Kosch glanced down at his chart. ‘According to this map, we’re almost thirty kilometres behind the Russian lines.’

‘Thirty kilometres!’ Hagen exploded. ‘You don’t understand, Captain, this painting-’

Kosch didn’t let him finish. ‘If we come around on a north-by-north-west heading, we might be able to reach our own lines before we run out of fuel.’ Banking sharply, Kosch turned the little scout plane towards the west‚ on a course which took him directly over the vast rooftop of the Catherine Palace.
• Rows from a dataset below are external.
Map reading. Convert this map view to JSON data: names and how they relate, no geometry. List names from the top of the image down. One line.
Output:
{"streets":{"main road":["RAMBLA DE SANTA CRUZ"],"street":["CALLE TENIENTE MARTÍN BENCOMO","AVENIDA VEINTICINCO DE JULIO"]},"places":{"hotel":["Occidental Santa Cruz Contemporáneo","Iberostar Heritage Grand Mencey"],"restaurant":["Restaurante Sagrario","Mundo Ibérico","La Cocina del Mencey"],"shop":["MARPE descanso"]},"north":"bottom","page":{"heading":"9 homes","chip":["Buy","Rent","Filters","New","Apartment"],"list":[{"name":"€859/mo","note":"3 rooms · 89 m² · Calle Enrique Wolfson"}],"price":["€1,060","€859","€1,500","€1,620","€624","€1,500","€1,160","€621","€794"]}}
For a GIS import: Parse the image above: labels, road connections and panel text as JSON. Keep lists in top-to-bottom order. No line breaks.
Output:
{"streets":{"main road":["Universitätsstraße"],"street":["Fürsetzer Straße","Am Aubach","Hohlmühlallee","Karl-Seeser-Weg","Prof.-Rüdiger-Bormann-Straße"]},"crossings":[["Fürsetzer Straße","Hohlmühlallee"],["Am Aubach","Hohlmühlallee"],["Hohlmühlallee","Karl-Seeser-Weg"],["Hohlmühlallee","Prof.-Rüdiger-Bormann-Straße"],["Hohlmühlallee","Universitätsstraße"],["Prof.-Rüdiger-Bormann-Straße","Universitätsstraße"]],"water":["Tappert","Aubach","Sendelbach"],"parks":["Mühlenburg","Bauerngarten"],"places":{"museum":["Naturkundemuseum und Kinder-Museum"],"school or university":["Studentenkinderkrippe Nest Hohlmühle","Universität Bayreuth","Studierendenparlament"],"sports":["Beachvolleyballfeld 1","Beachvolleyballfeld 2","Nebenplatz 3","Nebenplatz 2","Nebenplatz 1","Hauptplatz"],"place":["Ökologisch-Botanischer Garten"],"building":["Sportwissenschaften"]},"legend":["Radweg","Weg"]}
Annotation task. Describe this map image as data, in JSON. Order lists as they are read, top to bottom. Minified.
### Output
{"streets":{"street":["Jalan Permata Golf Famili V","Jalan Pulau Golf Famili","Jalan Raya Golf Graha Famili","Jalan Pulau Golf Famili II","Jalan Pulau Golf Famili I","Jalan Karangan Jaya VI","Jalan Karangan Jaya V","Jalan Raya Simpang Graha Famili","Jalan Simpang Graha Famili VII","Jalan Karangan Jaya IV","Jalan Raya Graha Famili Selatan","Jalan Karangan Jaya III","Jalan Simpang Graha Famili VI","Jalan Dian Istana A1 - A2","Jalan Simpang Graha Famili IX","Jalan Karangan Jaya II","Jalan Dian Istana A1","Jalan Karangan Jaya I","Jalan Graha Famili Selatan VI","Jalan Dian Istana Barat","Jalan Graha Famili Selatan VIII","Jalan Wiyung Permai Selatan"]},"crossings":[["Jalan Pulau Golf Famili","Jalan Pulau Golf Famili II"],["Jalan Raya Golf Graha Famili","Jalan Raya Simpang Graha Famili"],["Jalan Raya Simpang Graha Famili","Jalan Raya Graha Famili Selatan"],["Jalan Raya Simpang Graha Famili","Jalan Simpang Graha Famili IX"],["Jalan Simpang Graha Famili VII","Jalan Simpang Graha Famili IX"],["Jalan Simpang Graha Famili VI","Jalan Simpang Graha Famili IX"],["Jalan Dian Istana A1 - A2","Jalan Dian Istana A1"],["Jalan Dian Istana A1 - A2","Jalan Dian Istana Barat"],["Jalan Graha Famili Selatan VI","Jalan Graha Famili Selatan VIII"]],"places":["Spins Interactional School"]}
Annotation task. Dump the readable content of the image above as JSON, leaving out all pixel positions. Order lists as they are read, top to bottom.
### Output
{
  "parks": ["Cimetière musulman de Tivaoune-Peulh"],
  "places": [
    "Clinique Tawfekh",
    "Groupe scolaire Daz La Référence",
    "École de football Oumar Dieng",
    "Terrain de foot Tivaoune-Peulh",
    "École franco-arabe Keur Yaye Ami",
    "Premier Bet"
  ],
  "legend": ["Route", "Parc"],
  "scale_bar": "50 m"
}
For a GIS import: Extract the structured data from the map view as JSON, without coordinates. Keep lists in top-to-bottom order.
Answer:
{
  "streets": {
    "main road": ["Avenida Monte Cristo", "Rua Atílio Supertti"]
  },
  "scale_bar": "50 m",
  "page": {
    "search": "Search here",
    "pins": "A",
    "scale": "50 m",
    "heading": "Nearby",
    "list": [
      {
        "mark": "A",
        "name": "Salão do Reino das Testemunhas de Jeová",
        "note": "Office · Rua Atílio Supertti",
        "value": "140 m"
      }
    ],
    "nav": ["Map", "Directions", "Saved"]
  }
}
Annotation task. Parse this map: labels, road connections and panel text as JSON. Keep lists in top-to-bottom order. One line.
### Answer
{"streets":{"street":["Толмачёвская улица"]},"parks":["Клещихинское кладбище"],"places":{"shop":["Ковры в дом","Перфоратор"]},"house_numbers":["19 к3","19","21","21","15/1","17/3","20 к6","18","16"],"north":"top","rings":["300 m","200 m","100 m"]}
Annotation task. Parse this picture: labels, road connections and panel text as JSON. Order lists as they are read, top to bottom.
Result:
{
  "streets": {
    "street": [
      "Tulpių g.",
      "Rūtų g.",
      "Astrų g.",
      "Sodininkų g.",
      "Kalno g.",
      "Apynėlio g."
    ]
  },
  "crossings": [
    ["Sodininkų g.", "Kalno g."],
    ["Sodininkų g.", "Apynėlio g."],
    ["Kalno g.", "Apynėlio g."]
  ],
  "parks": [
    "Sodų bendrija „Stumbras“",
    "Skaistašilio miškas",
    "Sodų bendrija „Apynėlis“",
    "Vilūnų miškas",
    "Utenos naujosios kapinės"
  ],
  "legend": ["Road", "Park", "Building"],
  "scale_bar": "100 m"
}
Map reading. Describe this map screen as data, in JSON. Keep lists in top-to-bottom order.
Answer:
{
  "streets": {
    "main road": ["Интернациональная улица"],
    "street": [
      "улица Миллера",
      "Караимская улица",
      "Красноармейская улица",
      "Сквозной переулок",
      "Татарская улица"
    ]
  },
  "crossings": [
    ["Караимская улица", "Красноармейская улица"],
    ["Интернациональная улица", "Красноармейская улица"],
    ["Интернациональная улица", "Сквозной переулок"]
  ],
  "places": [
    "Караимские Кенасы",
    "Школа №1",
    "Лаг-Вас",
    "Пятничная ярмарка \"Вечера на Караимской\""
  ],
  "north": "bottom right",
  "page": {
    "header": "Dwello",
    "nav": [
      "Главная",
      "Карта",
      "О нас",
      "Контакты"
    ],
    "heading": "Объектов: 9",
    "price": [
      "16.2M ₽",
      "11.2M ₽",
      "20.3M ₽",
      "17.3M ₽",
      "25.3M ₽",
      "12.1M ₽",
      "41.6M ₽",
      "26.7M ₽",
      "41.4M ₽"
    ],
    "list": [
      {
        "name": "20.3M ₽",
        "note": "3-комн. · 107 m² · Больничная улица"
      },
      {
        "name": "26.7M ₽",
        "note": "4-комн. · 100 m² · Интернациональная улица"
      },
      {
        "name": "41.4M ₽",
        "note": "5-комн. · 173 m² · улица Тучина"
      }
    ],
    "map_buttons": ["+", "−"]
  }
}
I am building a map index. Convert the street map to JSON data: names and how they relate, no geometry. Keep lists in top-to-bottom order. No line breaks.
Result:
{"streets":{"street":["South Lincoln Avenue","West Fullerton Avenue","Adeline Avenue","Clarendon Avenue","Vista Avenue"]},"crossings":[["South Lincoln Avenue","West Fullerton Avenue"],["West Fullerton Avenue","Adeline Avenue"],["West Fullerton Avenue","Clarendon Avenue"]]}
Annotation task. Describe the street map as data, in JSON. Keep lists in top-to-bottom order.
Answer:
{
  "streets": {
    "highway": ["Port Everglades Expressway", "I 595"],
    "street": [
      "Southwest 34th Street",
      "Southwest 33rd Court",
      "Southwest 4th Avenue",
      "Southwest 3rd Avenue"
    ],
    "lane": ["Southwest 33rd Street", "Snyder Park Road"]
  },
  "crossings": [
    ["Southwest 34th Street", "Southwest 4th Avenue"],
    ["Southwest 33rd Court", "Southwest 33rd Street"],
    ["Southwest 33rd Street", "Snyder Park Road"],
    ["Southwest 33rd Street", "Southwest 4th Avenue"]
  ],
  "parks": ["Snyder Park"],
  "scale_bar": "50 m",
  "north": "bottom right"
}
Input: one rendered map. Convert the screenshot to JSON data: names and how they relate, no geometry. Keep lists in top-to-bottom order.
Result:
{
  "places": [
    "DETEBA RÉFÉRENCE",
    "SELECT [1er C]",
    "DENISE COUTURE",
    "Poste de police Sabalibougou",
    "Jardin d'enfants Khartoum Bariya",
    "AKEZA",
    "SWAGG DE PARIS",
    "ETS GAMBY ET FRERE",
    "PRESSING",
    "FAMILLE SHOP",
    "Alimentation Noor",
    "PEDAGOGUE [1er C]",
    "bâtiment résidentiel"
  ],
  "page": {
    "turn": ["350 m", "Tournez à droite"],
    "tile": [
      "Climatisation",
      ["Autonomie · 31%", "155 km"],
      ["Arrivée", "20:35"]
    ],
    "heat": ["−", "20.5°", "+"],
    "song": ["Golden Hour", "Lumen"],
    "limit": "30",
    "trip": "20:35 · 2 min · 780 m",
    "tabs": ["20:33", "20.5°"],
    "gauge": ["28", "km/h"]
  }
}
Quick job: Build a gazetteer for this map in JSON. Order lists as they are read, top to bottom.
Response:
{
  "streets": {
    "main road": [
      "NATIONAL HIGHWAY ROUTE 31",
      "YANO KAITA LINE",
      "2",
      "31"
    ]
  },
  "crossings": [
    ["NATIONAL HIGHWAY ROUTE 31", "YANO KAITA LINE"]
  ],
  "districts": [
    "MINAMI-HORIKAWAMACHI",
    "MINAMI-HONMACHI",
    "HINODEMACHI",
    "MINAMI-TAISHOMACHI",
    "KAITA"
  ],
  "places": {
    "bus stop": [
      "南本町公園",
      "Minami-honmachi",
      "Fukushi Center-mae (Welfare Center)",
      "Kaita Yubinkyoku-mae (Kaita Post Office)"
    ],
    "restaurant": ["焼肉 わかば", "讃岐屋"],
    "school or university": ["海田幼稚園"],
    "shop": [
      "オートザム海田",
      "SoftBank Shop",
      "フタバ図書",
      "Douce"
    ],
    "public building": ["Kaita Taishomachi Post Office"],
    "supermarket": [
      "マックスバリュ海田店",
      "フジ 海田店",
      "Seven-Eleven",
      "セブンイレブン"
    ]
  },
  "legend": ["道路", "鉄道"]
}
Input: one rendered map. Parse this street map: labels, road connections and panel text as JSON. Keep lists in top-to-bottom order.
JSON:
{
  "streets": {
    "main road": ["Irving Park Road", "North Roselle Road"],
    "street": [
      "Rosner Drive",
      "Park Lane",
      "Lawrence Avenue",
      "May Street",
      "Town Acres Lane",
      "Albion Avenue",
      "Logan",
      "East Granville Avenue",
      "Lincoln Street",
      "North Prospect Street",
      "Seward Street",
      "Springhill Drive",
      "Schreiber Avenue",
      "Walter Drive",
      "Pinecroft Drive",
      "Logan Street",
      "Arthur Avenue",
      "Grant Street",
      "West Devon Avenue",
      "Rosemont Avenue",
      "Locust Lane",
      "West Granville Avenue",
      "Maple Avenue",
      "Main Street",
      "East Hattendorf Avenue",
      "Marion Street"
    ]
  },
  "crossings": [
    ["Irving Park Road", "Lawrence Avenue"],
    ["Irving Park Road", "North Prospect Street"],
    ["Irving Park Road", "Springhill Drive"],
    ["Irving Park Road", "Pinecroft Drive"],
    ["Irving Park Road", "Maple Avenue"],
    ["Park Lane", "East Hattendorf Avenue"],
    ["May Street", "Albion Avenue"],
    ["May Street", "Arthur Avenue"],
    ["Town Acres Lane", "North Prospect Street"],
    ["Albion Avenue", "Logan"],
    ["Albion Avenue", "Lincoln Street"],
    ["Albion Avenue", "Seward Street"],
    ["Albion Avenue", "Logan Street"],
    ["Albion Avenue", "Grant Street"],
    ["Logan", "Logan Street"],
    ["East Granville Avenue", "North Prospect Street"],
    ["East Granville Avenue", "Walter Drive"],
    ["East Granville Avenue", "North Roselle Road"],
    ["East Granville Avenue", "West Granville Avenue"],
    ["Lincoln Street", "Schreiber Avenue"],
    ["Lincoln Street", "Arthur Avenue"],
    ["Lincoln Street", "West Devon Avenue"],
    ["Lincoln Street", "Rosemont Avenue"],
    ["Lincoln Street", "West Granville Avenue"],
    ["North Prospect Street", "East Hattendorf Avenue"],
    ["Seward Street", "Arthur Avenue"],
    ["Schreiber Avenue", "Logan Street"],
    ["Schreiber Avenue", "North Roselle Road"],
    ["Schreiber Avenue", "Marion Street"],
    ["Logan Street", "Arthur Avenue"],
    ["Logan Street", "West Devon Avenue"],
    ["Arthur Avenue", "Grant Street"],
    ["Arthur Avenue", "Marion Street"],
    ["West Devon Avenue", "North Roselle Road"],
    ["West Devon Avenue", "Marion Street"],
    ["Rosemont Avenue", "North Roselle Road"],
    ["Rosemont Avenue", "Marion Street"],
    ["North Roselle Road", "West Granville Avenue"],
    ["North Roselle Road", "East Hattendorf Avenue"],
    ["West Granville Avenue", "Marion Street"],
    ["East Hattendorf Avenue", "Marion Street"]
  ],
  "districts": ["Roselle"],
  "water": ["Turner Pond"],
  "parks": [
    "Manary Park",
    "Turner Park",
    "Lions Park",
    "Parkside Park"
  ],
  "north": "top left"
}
‘It looks deserted,’ said Hagen, his forehead pressed against the heavy Perspex of the side window. ‘Where did they all go?’

Suddenly the plane lurched as if it had flown into an invisible wall. This jolt was accompanied by a sound which reminded Hagen of the pebbles he used to throw by the handful at a corrugated-iron shed at the bottom of his grandfather’s garden. ‘What happened?’ he shouted. ‘What’s going on?’

Kosch did not reply. He was too busy struggling to keep the plane steady.

Bright yellow tracers, like a shower of meteors, flickered past the wings. Bullets clattered through the fuselage. In the next instant, a white stream of vaporising coolant poured from the cowling.

The firing died away as they cleared the palace grounds.

‘We must be out of range,’ Hagen said hopefully.

‘It’s too late,’ Kosch told him. ‘The damage has already been done.’

‘What do you mean? We’re still flying, aren’t we?’

‘We have to land now,’ replied Kosch, ‘before the engine catches fire. Look for a field, or a road not bordered by telegraph wires.’

‘We’re behind the lines!’

‘On the ground, we stand a chance. If we stay up here any longer, we have none.’

Seconds passed. The Stork’s engine began to sputter as the temperature gauge climbed into the red.

‘What about that?’ asked Hagen, pointing just beyond the starboard wing. ‘Is that a runway?’

Kosch peered through the blur of the glycol-smeared windscreen. ‘I think it is! It’s pretty crude, but I think I can get us down all right.’

‘Thank God,’ murmured Hagen.

Kosch laughed. ‘I thought you SS types didn’t believe in God.’

‘I’ll believe in anything that puts me safely on the ground.’

The Stork circled the airfield. At the far end of the runway stood a hangar, its roof painted dull olive green and overlaid with black amoeba-like shapes to camouflage it from above.

Kosch levelled the plane for a final approach, lowered the flaps to drop air speed, throttled back and came in for a landing.

The plane bounced once on its stilt-like legs, then settled on the ground. Silver threads of water sprayed up between the grass and tyres.

The pilot cut the engine and the Fiesler rolled to a stop with little room to spare on the short runway. As the blurred disc of the propeller stuttered to a halt. Kosch pressed his hand against the silver metal disc on his chest which connected the four seat straps, turned it to the left and then released the clips.

Hagen was still struggling with his straps, one of which had become tangled underneath the leather holster of the SS officer’s P38 pistol.